Po-Ge-Lai and Breastfeeding

As a Filipino-Chinese mom, I considered po-ge-lai as one major cultural challenge I had to work at, especially in connection with breastfeeding during the early days. For urban Fil-Chis like me, ge-lai is immediately associated with "1-month-no-bath" yucky time that comes immediately after giving birth. But the no-bathing time is actually part of a bigger scheme which tries to restore the yin-yang balance disturbed by pregnancy and birthing.
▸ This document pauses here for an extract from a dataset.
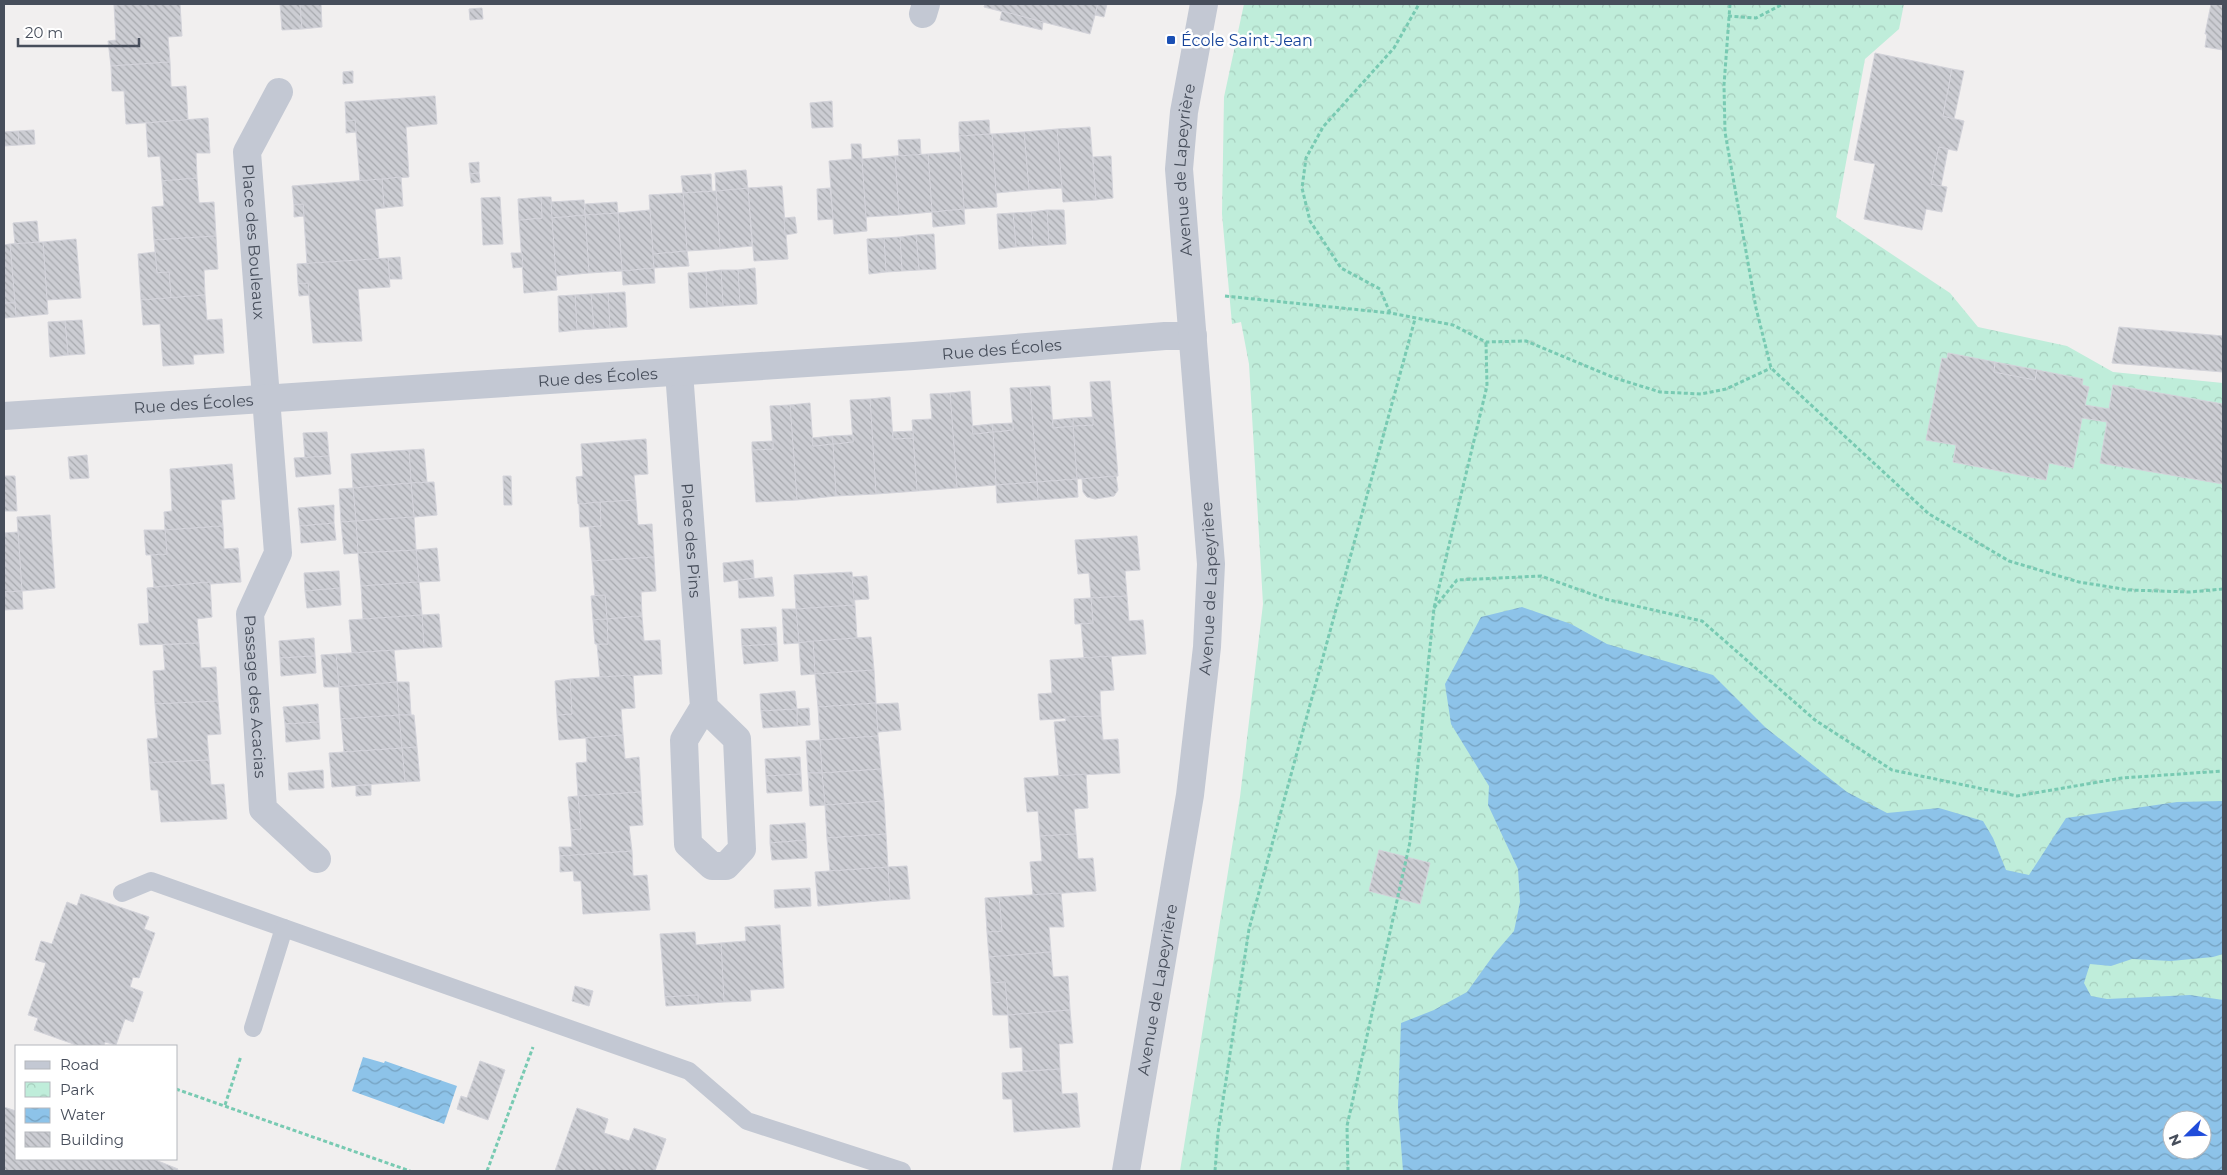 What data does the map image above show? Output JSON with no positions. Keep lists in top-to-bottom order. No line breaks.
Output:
{"streets":{"street":["Avenue de Lapeyrière","Place des Bouleaux","Rue des Écoles","Place des Pins","Passage des Acacias"]},"crossings":[["Avenue de Lapeyrière","Rue des Écoles"],["Place des Bouleaux","Rue des Écoles"],["Place des Bouleaux","Passage des Acacias"],["Rue des Écoles","Place des Pins"],["Rue des Écoles","Passage des Acacias"]],"places":{"transit":["École Saint-Jean"]},"legend":["Road","Park","Water","Building"],"scale_bar":"20 m","north":"bottom left"}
One major belief is that a mother who just gave birth loses the "warmth" of her body (e.g. must be associated with the blood as you give birth). Thus, to compensate, the mother must keep warm, eat warm foods and don't do, eat or be exposed to anything cold. My mom told me that this period of confinement is for 1 month. During this 1 month, you not only face "no baths" but you have to contend with major diet restrictions and requirements. A detailed discussion of these restrictions (and po-ge-lai in general) is found here.

Since my mom and mother-in-law were not with me when I gave birth, I didn't strictly follow po-ge-lai. The diet restrictions and requirements needed lots of preparation which I couldn't handle by myself. I also thought that the diet would inhibit my milk supply. Had I strictly followed po-ge-lai, I wouldn't have been allowed to drink water or eat fruits and vegetables (which are musts in a nursing mom's diet) as these are considered "cold foods" which will delay the return of the yin-yang balance. I would have also been required to drink Chinese wine (alcoholic), as this is considered "dyet" or hot and will hasten the return of the balance.
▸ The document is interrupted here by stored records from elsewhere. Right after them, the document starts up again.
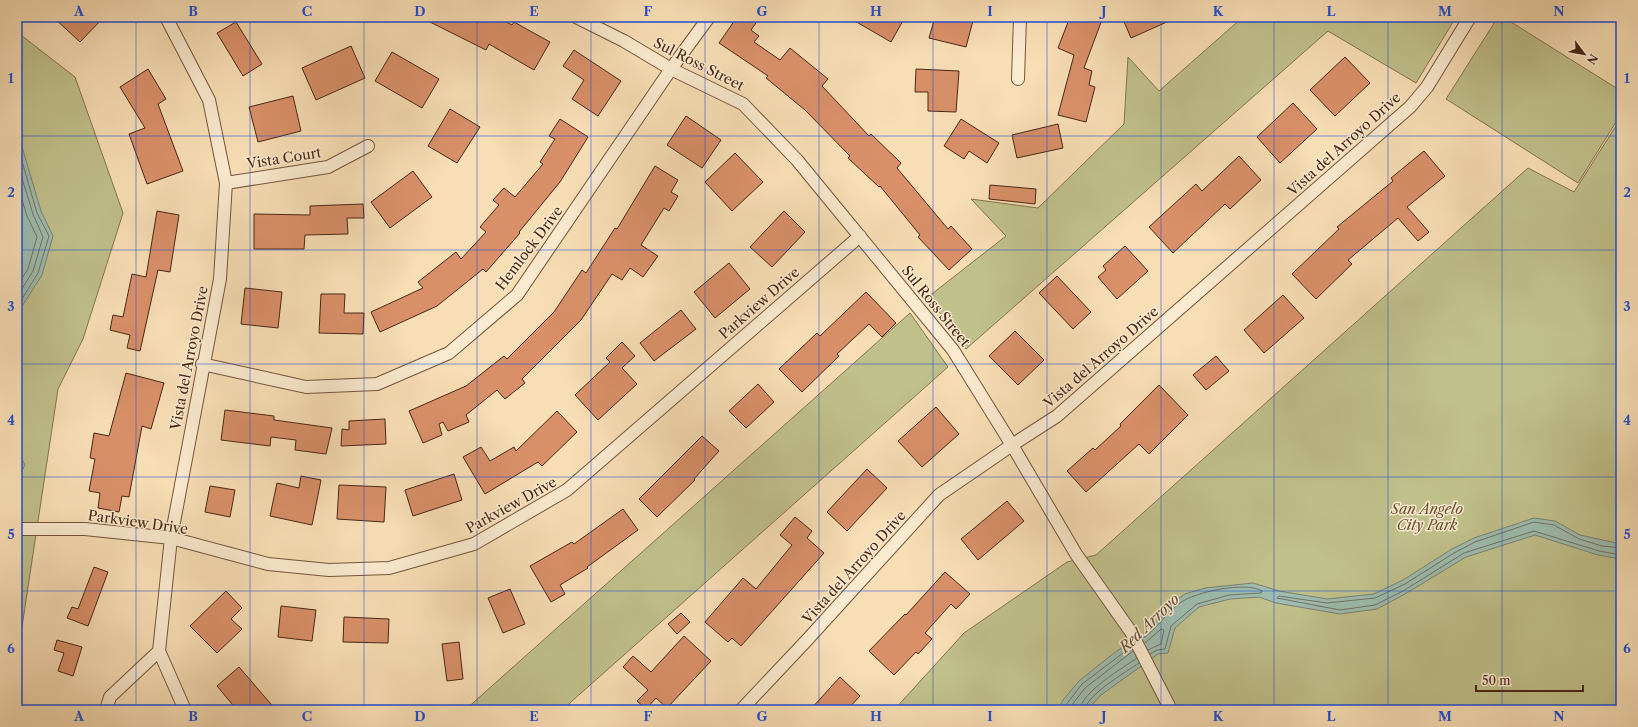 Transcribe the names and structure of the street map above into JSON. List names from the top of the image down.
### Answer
{
  "streets": {
    "street": [
      "Sul Ross Street",
      "Vista del Arroyo Drive",
      "Vista Court",
      "Hemlock Drive",
      "Parkview Drive"
    ]
  },
  "crossings": [
    ["Sul Ross Street", "Vista del Arroyo Drive"],
    ["Sul Ross Street", "Hemlock Drive"],
    ["Sul Ross Street", "Parkview Drive"],
    ["Vista del Arroyo Drive", "Vista Court"],
    ["Vista del Arroyo Drive", "Hemlock Drive"],
    ["Vista del Arroyo Drive", "Parkview Drive"]
  ],
  "water": ["Red Arroyo"],
  "parks": ["San Angelo City Park"],
  "scale_bar": "50 m",
  "north": "bottom right",
  "grid": {
    "columns": [
      "A",
      "B",
      "C",
      "D",
      "E",
      "F",
      "G",
      "H",
      "I",
      "J",
      "K",
      "L",
      "M",
      "N"
    ],
    "rows": [
      "1",
      "2",
      "3",
      "4",
      "5",
      "6"
    ]
  }
} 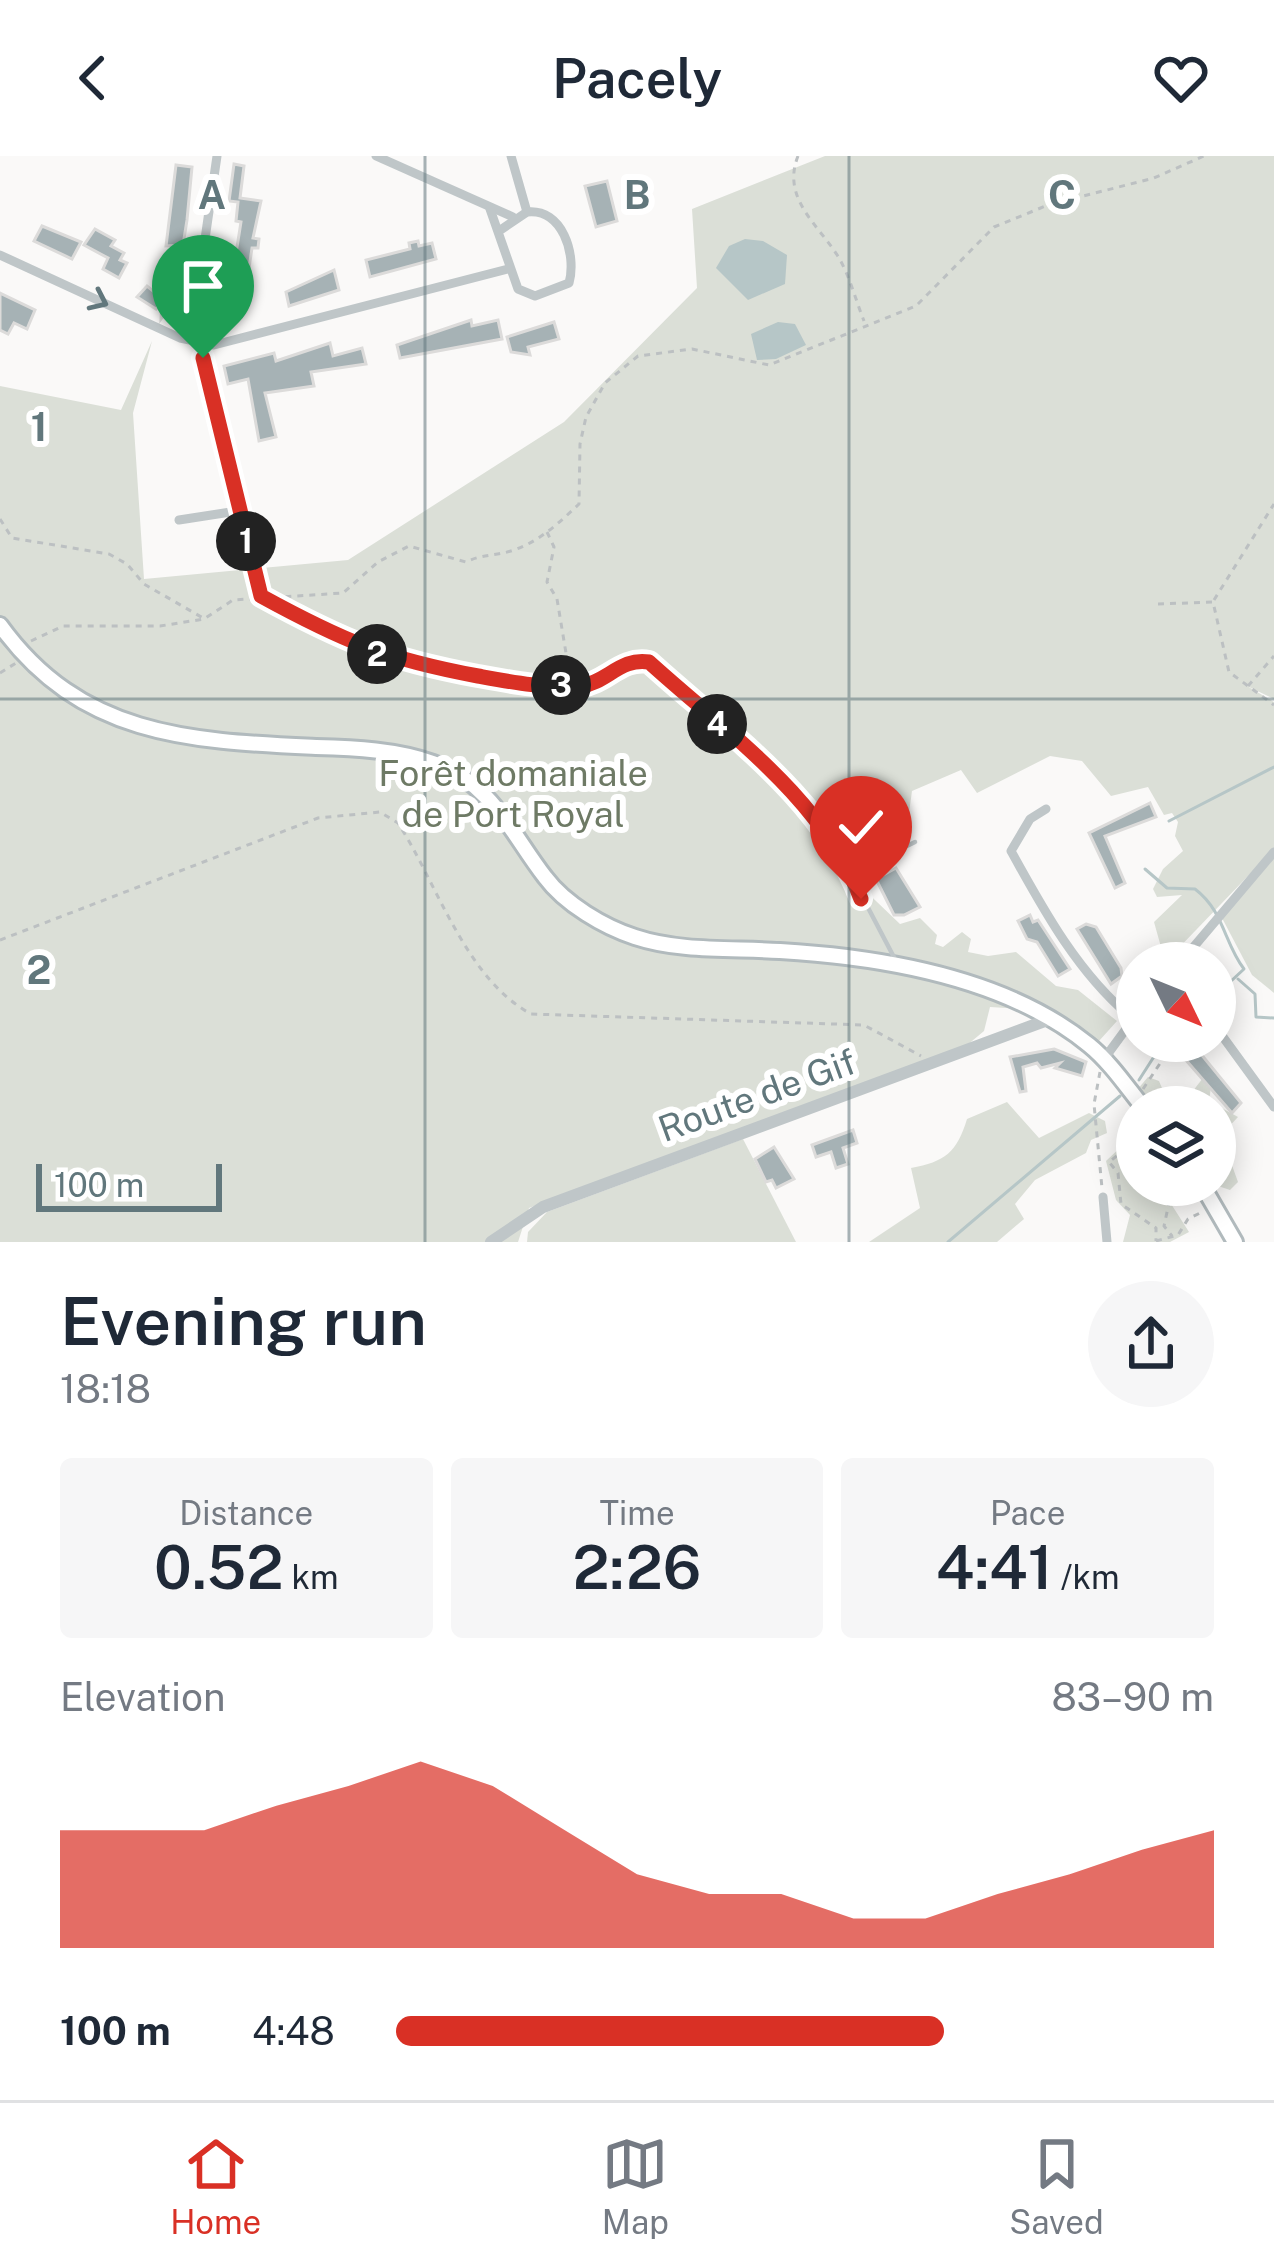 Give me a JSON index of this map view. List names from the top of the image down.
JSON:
{
  "streets": {
    "street": ["Route de Gif"]
  },
  "parks": ["Forêt domaniale de Port Royal"],
  "scale_bar": "100 m",
  "north": "bottom right",
  "page": {
    "header": "Pacely",
    "pins": [
      "1",
      "2",
      "3",
      "4"
    ],
    "scale": "100 m",
    "heading": ["Evening run", "18:18"],
    "stats": [
      ["Distance", "0.52 km"],
      ["Time", "2:26"],
      ["Pace", "4:41 /km"]
    ],
    "chart": ["Elevation", "83–90 m"],
    "list": [
      {
        "name": "100 m",
        "note": "4:48"
      }
    ],
    "tabs": ["Home", "Map", "Saved"]
  },
  "grid": {
    "columns": ["A", "B", "C"],
    "rows": ["1", "2"]
  }
}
However, I probably just did not prepare enough as there were several other breastfeeding moms who practiced po-ge-lai but still successfully breastfed their babies. One of them is Giselle Sanchez (yes, the comedienne!) who talked about her experience here.

Another mom, Yoly Chua (who is still breastfeeding her 5-month old), shares that she followed po-ge-lai to the letter, by not drinking water, no bathing, eating black chicken, pigeon, no fruits and vegetables and drinking only the Chinese herbal tea (o-tso tong sim). She did feel that these practices caused a dip in her milk supply because her son, Yohann was feeding hourly every day for the first 8 weeks. Yoly was also given an expensive herbal concoction (when her po-ge-lai officially ended) which contained ginseng and lots of potent vitamins. The day after she took it, Yohann developed severe rashes which lasted 3 weeks. The herbal concoction was ya-po (good for mom's health). But apparently, it wasn't good for the baby. The biggest challenge Yoly faced was to keep hydrated during the po-ge-lai since she had to drink the o-tso tong sim (red water made of dates, dried longan + other stuff) instead of water. I myself tried this concoction but it tasted weird. You can't drink it cold - it has to be lukewarm and it was a bit sweet - so it really does not take the thirst away and is not something you would want to drink at least 8 glasses of per day.

If you really have to follow the diet restrictions and requirements of po-ge-lai, a suggestion that another Fil-Chi mom, Jane, shared would be helpful. Like Yoly, her mother-in-law made her drink a herbal concoction with ginseng. So to lessen the effects on her baby, Jane drank the herbal soup after she nursed her baby. You can read more about ginseng here. It also helps if your pediatrician is someone who understands po-ge-lai practices AND is a breastfeeding advocate or is pro-breastfeeding. Jaydee Cheng was lucky to have such a pro-breastfeeding pediatrician in Dr. Joy Ty-Sy who helped her reconcile the practices and breastfeeding, allowing her to continue breastfeeding her 8-month old baby, to date.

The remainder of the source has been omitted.